Plants that have been divided or replanted should not be fertilized for at least one month after transplanting. New plants from the nursery also need some time to adapt to their new surroundings.
Pests and Diseases
Since Sansevieria are tough and hardy, they are not prone to pests and diseases. However, sometimes they can get attacked by mealybugs or spider mites. These are the two kinds of insects that most commonly attack this plant. You should eliminate any pest attacks as soon as possible if you suspect a pest attack. Pests eat the plant juices which weakens the plant and makes it vulnerable to diseases.
In addition to being prone to overwatering, snake plants can also suffer from diseases, such as fungi and root rot, as a result of improper drainage or too frequent watering. A simple way to prevent fungus outbreaks is to add fungicides to the soil. To avoid plant diseases, keep the leaves and roots clean and on the drier side.
Grooming and Maintenance
The Sansevieria Laurentii is a hardy and low maintenance plant, which means that it can be grown with minimal care and does not need daily attention. You should only trim the plant to remove dead or damaged leaves.

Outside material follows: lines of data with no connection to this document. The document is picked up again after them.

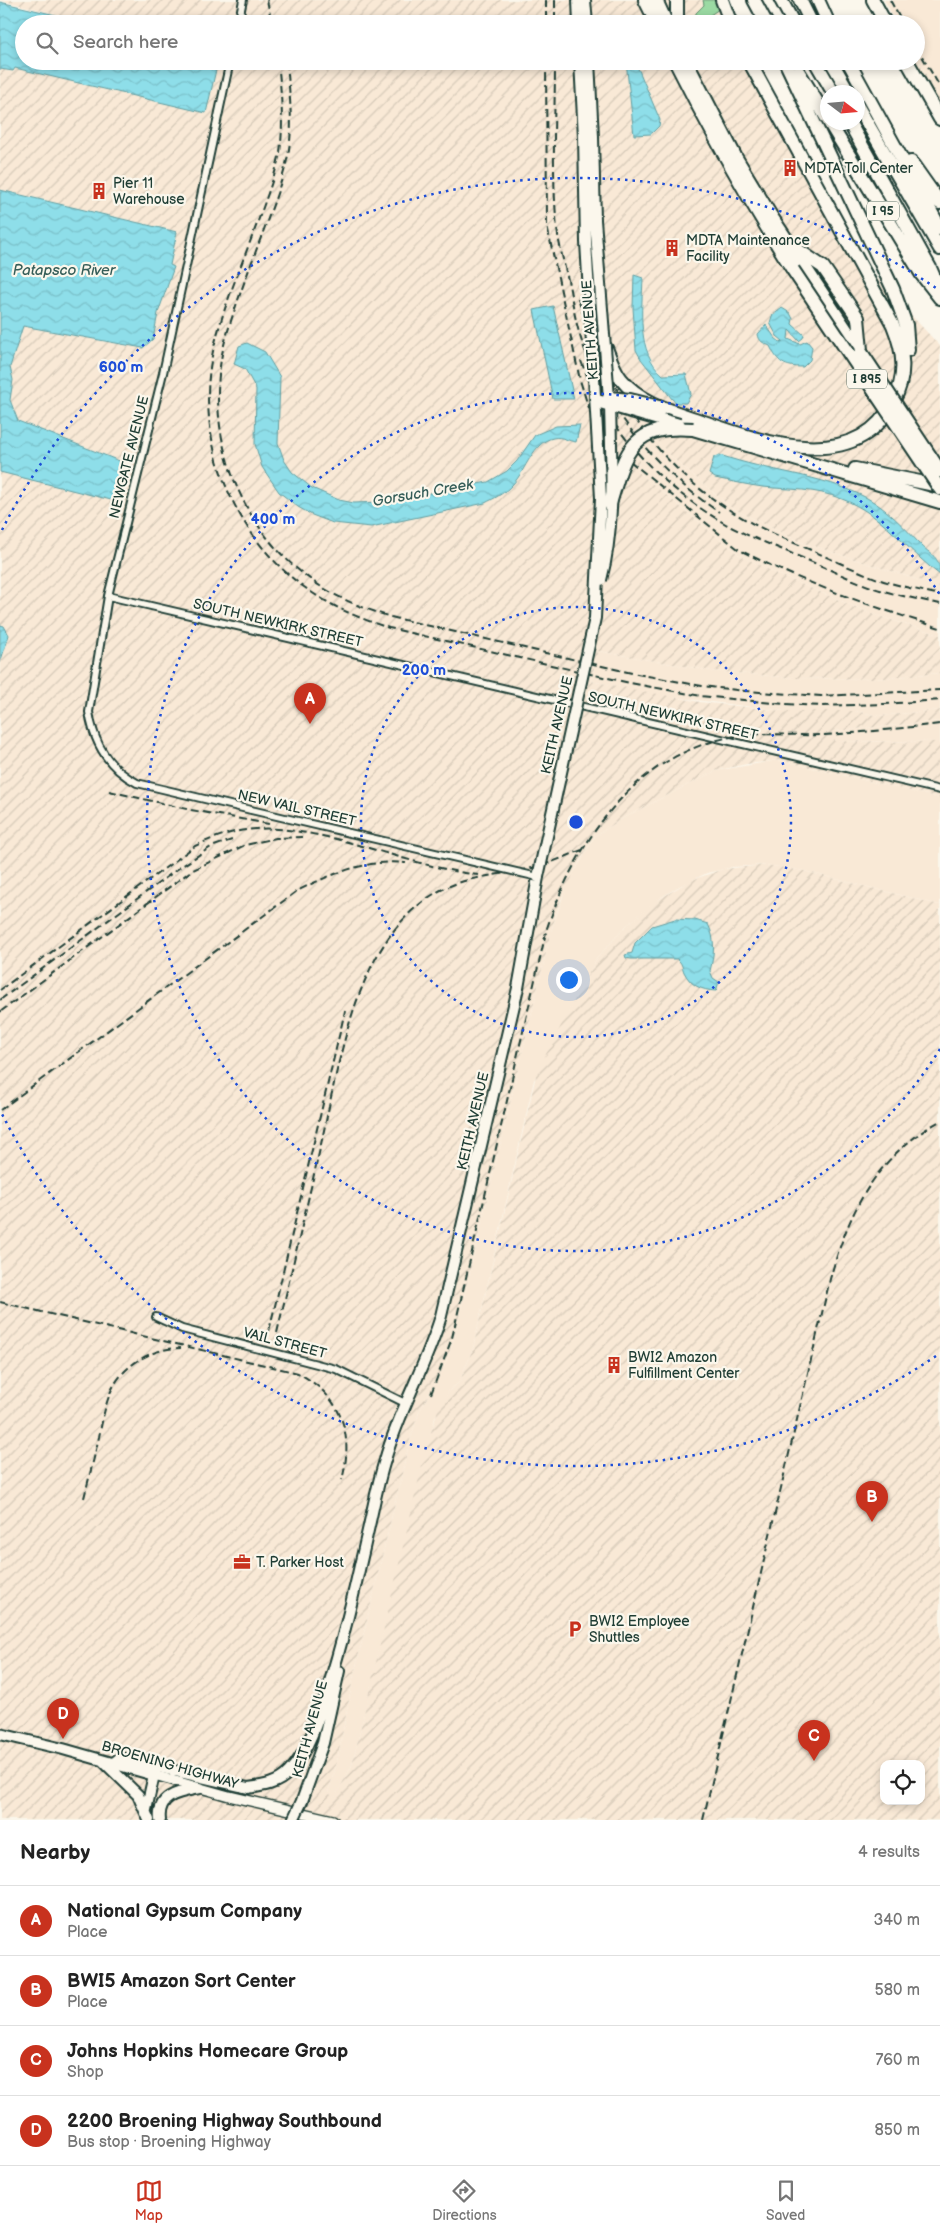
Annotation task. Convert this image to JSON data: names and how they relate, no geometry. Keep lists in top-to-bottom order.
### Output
{
  "streets": {
    "highway": ["I 95", "I 895"],
    "main road": ["KEITH AVENUE", "BROENING HIGHWAY"],
    "street": [
      "NEWGATE AVENUE",
      "SOUTH NEWKIRK STREET",
      "NEW VAIL STREET",
      "VAIL STREET"
    ]
  },
  "crossings": [
    ["KEITH AVENUE", "SOUTH NEWKIRK STREET"],
    ["KEITH AVENUE", "NEW VAIL STREET"],
    ["KEITH AVENUE", "VAIL STREET"],
    ["KEITH AVENUE", "BROENING HIGHWAY"],
    ["NEWGATE AVENUE", "SOUTH NEWKIRK STREET"],
    ["NEWGATE AVENUE", "NEW VAIL STREET"]
  ],
  "water": ["Patapsco River", "Gorsuch Creek"],
  "places": {
    "building": [
      "MDTA Toll Center",
      "Pier 11 Warehouse",
      "MDTA Maintenance Facility",
      "BWI2 Amazon Fulfillment Center"
    ],
    "office": ["T. Parker Host"],
    "parking": ["BWI2 Employee Shuttles"]
  },
  "north": "right",
  "page": {
    "search": "Search here",
    "pins": [
      "A",
      "B",
      "D",
      "C"
    ],
    "heading": ["Nearby", "4 results"],
    "list": [
      {
        "mark": "A",
        "name": "National Gypsum Company",
        "note": "Place",
        "value": "340 m"
      },
      {
        "mark": "B",
        "name": "BWI5 Amazon Sort Center",
        "note": "Place",
        "value": "580 m"
      },
      {
        "mark": "C",
        "name": "Johns Hopkins Homecare Group",
        "note": "Shop",
        "value": "760 m"
      },
      {
        "mark": "D",
        "name": "2200 Broening Highway Southbound",
        "note": "Bus stop · Broening Highway",
        "value": "850 m"
      }
    ],
    "nav": ["Map", "Directions", "Saved"]
  },
  "rings": ["600 m", "400 m", "200 m"]
}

Occasionally, leaves on the outer side of the pot may fall by accident due to natural aging or growing crowded in the pot. If the leaves are severely damaged, they may never recover. You should remove the leaves with a sterilized cutting tool to keep your plant healthy. Ensure that the leaves are cleaned once in a while by wiping them with a clean cloth.

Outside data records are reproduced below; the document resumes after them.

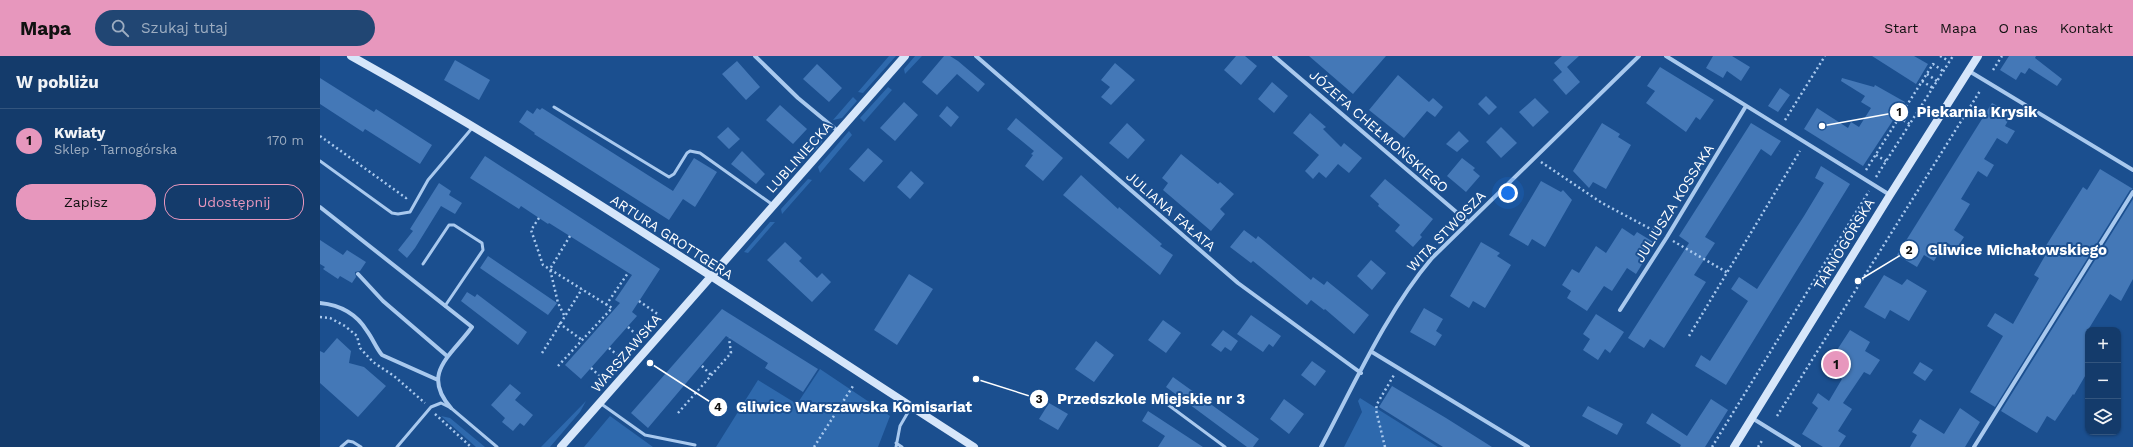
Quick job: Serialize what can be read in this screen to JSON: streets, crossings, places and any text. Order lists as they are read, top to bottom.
{
  "streets": {
    "street": [
      "JÓZEFA CHEŁMOŃSKIEGO",
      "LUBLINIECKA",
      "JULIUSZA KOSSAKA",
      "JULIANA FAŁATA",
      "WITA STWOSZA",
      "ARTURA GROTTGERA",
      "TARNOGÓRSKA",
      "WARSZAWSKA"
    ]
  },
  "crossings": [
    ["JÓZEFA CHEŁMOŃSKIEGO", "WITA STWOSZA"],
    ["LUBLINIECKA", "ARTURA GROTTGERA"],
    ["LUBLINIECKA", "WARSZAWSKA"],
    ["JULIANA FAŁATA", "WITA STWOSZA"],
    ["ARTURA GROTTGERA", "WARSZAWSKA"]
  ],
  "places": [
    "Piekarnia Krysik",
    "Gliwice Michałowskiego",
    "Gliwice Warszawska Komisariat",
    "Przedszkole Miejskie nr 3"
  ],
  "page": {
    "header": "Mapa",
    "search": "Szukaj tutaj",
    "nav": [
      "Start",
      "Mapa",
      "O nas",
      "Kontakt"
    ],
    "heading": "W pobliżu",
    "list": [
      {
        "mark": "1",
        "name": "Kwiaty",
        "note": "Sklep · Tarnogórska",
        "value": "170 m"
      }
    ],
    "buttons": ["Zapisz", "Udostępnij"],
    "map_buttons": ["+", "−"],
    "pins": "1"
  }
}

Propagating snake plants using the root-ball or rhizome is a simple and straightforward process. Divide the roots or plant them in soil are effective methods for producing new snake plants. Here is how to quickly propagate a variegated snake plant.
Ensure your plant has mature roots before removing it from its container. Next, remove the plant gently from its container.

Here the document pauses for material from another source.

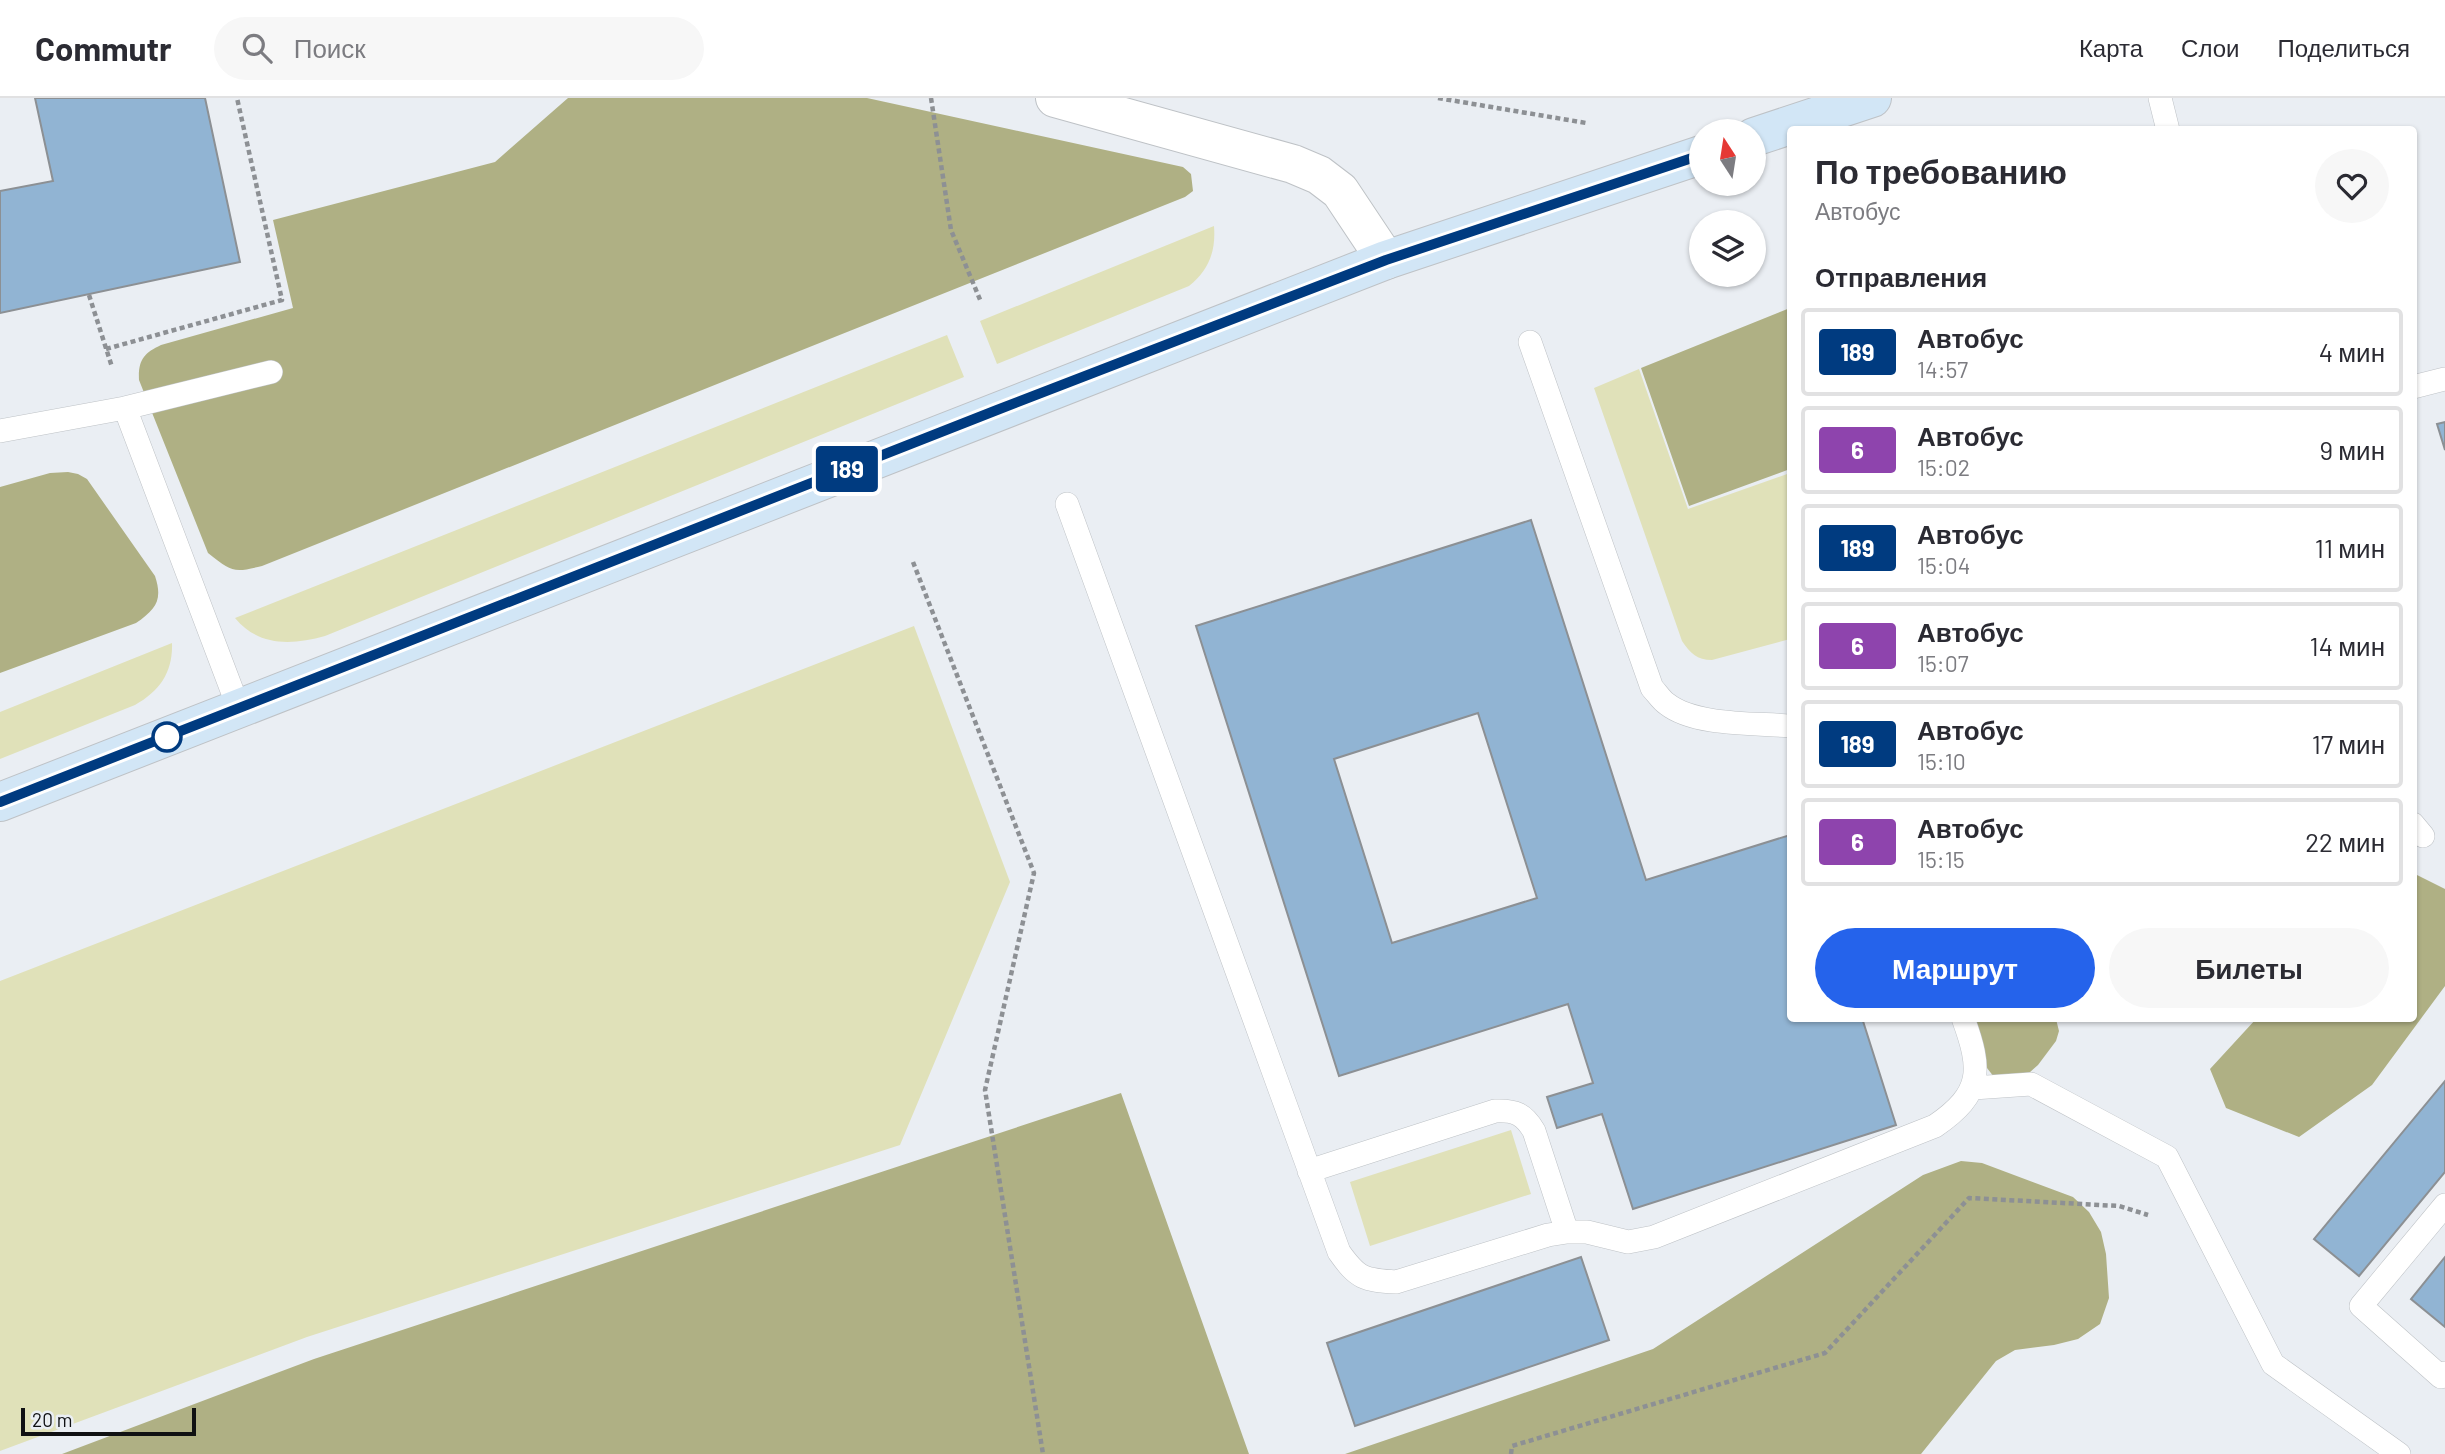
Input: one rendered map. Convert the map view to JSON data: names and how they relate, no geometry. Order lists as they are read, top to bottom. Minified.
{"lines":["bus line 189"],"scale_bar":"20 m","north":"top","page":{"header":"Commutr","search":"Поиск","nav":["Карта","Слои","Поделиться"],"on_map":"189","heading":[["По требованию","Автобус"],"Отправления"],"list":[{"mark":"189","name":"Автобус","note":"14:57","value":"4 мин"},{"mark":"6","name":"Автобус","note":"15:02","value":"9 мин"},{"mark":"189","name":"Автобус","note":"15:04","value":"11 мин"},{"mark":"6","name":"Автобус","note":"15:07","value":"14 мин"},{"mark":"189","name":"Автобус","note":"15:10","value":"17 мин"},{"mark":"6","name":"Автобус","note":"15:15","value":"22 мин"}],"buttons":["Маршрут","Билеты"],"scale":"20 m"}}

You can naturally remove the roots and rhizomes by inspecting them first, and then removing any dark or mushy roots.
Make sure the plant has both healthy leaves and roots. You can take more than two sections to achieve a bigger root structure. For better roots, make more than two plants.
All the sections should be potted separately and watered thoroughly.
Snake plants can also be created by propagating just one healthy leaf. However, this method might result in a plant that is more like its parent type if all of the leaves are propagated. In other words, you might lose the leaf variegation by propagating just the leaves.
Despite their preference for roots to get slightly root bound, snake plants can outgrow their pots and require transplantation. Sansevieria Laurentii needs repotting every 2-3 years. Dedicated pots will make the plant looks neater. It also helps the plant receive enough water and nutrients, enabling it to grow stronger and more resilient. Here are some basic steps to follow:
- You should choose a container that is proportional to the size of the plant. It should be one to one and a half to two inches wider than the current pot.
- Put a thin layer of rock or pebbles on the bottom to replenish drainage holes, and then apply enough soil to cover the rock or pebbles.
- Your plant should be removed from the old pot, and the sticky soil at the roots should be removed gently with your fingertips.
- Fill the rest of the container with fresh potting mix, then place the plant in its new pot at the same depth.
- Last but not least, thoroughly water the snake plant and allow the excess water to drain out.
Pets and kids safety
Although ingesting about one-tenth of a plant may not be fatal, it is better to take precautions and avoid eating the plant. It is toxic for cats and dogs, but you should take precautions in case this occurs. Because the plant’s toxins can harm humans, be cautious with children and pets if you have them.
It is known that Sansevieria contains a poisonous chemical saponin, which can cause mouth and stomach irritations when ingested. These symptoms include diarrhea, vomiting, stomach pain, drooling and nausea. People with a hypersensitive reaction to the leaf juices may also get rashes or dermatitis from handling this plant, so put on gloves whenever you are trimming, propagating, or repotting it.